[Opening Data listing section]

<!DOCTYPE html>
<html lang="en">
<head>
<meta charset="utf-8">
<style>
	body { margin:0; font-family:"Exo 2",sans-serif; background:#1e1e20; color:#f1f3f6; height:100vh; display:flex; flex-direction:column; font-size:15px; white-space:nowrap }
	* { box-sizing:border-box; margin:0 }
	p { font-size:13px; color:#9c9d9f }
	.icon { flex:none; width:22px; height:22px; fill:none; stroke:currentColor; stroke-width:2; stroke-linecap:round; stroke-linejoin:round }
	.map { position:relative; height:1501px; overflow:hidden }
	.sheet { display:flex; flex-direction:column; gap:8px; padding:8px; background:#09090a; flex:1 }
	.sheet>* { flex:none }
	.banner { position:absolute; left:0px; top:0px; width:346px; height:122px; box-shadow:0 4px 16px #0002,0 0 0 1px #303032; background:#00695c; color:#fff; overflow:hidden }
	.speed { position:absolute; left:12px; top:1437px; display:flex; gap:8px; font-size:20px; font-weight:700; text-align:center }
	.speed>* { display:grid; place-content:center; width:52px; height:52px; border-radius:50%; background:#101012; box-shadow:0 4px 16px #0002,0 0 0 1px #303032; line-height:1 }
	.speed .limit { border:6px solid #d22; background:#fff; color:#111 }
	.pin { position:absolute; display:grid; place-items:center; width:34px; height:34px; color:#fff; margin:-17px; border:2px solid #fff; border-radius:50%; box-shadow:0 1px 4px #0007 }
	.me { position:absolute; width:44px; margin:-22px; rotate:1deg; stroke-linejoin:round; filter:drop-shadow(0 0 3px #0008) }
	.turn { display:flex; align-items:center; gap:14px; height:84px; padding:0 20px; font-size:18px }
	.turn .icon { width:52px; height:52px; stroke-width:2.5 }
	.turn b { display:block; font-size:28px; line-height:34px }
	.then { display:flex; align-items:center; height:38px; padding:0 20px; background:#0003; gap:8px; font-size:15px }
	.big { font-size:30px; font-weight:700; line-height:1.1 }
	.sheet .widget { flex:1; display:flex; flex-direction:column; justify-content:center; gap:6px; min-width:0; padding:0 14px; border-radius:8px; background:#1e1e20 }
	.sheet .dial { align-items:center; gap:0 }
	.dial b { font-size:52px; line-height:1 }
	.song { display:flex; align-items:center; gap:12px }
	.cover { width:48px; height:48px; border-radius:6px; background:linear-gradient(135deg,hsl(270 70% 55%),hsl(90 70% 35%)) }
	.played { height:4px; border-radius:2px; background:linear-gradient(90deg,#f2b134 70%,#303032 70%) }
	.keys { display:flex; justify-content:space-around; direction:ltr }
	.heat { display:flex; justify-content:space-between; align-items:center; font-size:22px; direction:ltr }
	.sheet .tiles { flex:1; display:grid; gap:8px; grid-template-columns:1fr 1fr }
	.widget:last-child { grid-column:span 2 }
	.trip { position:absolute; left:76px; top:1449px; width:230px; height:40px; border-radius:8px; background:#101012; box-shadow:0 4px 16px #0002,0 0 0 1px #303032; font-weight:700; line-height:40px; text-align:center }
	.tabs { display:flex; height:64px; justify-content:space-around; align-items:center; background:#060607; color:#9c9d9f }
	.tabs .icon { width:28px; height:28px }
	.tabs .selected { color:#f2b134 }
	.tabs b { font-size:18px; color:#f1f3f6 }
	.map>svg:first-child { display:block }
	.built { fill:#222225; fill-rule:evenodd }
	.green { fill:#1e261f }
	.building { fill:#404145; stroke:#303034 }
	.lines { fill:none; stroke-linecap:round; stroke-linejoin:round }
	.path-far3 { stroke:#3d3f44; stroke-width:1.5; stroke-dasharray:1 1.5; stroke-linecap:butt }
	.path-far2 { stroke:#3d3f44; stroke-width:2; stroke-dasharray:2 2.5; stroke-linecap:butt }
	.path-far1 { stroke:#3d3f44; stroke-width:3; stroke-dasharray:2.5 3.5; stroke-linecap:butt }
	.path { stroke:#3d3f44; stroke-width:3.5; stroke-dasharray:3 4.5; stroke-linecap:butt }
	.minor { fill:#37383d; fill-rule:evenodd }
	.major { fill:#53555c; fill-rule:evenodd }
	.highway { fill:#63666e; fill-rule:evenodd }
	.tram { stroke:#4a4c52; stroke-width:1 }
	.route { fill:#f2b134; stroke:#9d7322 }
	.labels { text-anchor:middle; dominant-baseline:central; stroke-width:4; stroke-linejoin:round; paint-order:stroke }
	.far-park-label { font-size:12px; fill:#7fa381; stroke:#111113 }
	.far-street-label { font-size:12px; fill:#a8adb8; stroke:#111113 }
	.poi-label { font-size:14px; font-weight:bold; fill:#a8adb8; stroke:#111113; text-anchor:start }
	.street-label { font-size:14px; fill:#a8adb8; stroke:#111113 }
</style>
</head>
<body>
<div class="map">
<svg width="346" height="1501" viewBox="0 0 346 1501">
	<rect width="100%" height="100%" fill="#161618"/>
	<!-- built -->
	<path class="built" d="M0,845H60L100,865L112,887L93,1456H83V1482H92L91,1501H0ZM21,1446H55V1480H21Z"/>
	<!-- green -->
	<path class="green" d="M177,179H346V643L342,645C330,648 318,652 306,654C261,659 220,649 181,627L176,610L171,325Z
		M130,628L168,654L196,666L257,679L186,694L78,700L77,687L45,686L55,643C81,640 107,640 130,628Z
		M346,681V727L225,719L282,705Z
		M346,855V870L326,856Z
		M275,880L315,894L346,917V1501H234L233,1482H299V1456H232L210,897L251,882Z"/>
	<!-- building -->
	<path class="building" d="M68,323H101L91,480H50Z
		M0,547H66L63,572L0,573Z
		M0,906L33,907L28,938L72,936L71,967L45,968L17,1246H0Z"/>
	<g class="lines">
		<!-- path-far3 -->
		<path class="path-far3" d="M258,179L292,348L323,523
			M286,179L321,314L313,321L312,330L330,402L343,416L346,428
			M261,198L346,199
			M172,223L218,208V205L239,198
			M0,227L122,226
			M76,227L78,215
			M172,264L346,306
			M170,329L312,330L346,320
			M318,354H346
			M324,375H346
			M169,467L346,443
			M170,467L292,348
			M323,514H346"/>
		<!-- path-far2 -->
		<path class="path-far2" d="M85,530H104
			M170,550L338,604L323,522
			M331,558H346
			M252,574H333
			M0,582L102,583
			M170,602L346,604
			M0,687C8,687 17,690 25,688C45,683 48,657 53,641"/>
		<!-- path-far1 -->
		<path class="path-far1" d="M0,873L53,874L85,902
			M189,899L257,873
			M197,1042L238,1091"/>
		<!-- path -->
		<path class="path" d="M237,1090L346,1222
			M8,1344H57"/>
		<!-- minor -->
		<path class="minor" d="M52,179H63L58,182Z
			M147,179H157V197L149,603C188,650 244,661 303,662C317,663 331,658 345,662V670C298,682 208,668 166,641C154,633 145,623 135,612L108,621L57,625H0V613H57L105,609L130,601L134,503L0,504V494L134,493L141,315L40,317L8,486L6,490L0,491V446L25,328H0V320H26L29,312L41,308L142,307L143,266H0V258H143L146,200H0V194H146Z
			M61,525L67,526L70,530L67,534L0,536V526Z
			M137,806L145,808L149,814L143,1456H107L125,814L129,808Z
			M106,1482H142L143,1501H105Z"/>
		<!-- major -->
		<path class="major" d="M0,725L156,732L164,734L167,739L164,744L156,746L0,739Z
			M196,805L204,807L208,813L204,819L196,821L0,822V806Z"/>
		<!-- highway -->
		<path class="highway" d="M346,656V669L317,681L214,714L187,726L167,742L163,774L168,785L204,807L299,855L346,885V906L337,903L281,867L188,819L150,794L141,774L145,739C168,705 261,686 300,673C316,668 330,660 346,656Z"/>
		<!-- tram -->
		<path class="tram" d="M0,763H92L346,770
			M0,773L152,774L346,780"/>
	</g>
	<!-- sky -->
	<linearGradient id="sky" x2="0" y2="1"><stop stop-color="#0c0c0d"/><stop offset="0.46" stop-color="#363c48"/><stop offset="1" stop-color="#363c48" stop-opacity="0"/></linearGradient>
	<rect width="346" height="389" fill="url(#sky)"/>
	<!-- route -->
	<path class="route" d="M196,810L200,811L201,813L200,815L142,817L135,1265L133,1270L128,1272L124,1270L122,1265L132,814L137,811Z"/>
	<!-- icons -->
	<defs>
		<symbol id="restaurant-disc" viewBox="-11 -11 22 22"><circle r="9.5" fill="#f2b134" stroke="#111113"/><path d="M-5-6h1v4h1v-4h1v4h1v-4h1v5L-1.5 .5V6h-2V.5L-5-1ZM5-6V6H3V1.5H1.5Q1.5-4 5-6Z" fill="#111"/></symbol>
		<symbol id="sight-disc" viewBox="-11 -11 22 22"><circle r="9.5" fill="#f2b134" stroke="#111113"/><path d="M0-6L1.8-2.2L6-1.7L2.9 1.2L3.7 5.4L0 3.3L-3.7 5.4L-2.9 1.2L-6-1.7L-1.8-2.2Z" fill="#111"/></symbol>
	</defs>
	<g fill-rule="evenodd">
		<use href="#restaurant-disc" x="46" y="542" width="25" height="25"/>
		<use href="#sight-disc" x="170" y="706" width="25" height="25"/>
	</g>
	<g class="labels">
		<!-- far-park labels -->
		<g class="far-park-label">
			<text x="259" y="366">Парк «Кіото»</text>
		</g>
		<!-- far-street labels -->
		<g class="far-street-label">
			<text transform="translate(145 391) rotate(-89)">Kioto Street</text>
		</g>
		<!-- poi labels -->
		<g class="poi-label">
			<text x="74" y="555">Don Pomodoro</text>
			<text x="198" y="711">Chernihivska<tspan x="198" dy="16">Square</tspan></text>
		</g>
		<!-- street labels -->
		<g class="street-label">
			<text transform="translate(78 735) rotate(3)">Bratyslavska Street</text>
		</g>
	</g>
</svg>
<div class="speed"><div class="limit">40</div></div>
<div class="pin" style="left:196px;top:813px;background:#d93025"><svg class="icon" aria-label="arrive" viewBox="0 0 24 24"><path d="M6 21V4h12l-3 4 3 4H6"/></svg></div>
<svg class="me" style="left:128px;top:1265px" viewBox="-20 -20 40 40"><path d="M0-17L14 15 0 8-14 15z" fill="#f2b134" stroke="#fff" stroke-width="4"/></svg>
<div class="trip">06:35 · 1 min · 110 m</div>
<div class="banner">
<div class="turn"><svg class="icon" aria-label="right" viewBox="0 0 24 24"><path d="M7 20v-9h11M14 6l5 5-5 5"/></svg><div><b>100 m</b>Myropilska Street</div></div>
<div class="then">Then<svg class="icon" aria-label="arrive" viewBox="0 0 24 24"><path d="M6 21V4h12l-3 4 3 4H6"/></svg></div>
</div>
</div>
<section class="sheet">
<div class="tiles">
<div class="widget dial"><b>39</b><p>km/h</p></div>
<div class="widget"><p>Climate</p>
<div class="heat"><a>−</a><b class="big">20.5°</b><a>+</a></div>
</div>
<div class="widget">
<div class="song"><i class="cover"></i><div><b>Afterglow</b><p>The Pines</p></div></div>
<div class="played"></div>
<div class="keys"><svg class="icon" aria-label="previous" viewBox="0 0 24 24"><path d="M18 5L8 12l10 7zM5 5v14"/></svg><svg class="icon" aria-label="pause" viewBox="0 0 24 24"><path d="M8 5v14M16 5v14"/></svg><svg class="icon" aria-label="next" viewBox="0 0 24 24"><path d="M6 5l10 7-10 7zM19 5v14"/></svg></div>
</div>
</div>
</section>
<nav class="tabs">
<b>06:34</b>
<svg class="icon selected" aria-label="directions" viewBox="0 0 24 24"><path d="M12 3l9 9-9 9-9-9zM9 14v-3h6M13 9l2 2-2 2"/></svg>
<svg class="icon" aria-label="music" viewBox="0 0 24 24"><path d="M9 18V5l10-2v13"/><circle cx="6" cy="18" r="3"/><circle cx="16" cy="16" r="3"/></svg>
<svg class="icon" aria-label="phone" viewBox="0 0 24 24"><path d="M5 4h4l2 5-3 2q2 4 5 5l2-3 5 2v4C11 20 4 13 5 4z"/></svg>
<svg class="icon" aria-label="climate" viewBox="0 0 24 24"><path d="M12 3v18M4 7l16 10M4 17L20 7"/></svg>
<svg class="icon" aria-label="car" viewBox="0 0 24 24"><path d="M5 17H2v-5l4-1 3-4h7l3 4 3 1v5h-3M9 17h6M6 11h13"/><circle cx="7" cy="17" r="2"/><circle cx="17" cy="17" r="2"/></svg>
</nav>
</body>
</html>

[Closing Data listing section]

If the word "none" appears in a line above, copy that line.

	.icon { flex:none; width:22px; height:22px; fill:none; stroke:currentColor; stroke-width:2; stroke-linecap:round; stroke-linejoin:round }
	.sheet>* { flex:none }
	.lines { fill:none; stroke-linecap:round; stroke-linejoin:round }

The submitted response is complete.